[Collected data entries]
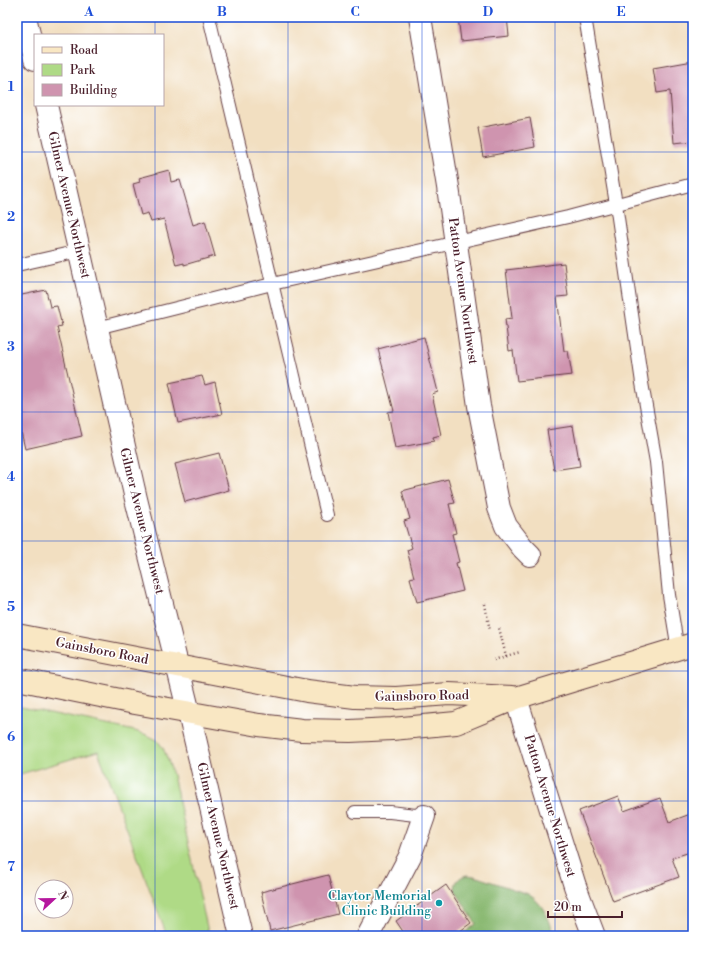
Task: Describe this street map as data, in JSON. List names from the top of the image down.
{
  "streets": {
    "main road": ["Gainsboro Road"],
    "street": ["Gilmer Avenue Northwest", "Patton Avenue Northwest"]
  },
  "crossings": [
    ["Gilmer Avenue Northwest", "Gainsboro Road"],
    ["Patton Avenue Northwest", "Gainsboro Road"]
  ],
  "places": ["Claytor Memorial Clinic Building"],
  "legend": ["Road", "Park", "Building"],
  "scale_bar": "20 m",
  "north": "right",
  "grid": {
    "columns": [
      "A",
      "B",
      "C",
      "D",
      "E"
    ],
    "rows": [
      "1",
      "2",
      "3",
      "4",
      "5",
      "6",
      "7"
    ]
  }
}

- Task requirements -
Task for the records above: copy every line in which the word "Avenue" occurs.

- Solution to the problem -
    "street": ["Gilmer Avenue Northwest", "Patton Avenue Northwest"]
    ["Gilmer Avenue Northwest", "Gainsboro Road"],
    ["Patton Avenue Northwest", "Gainsboro Road"]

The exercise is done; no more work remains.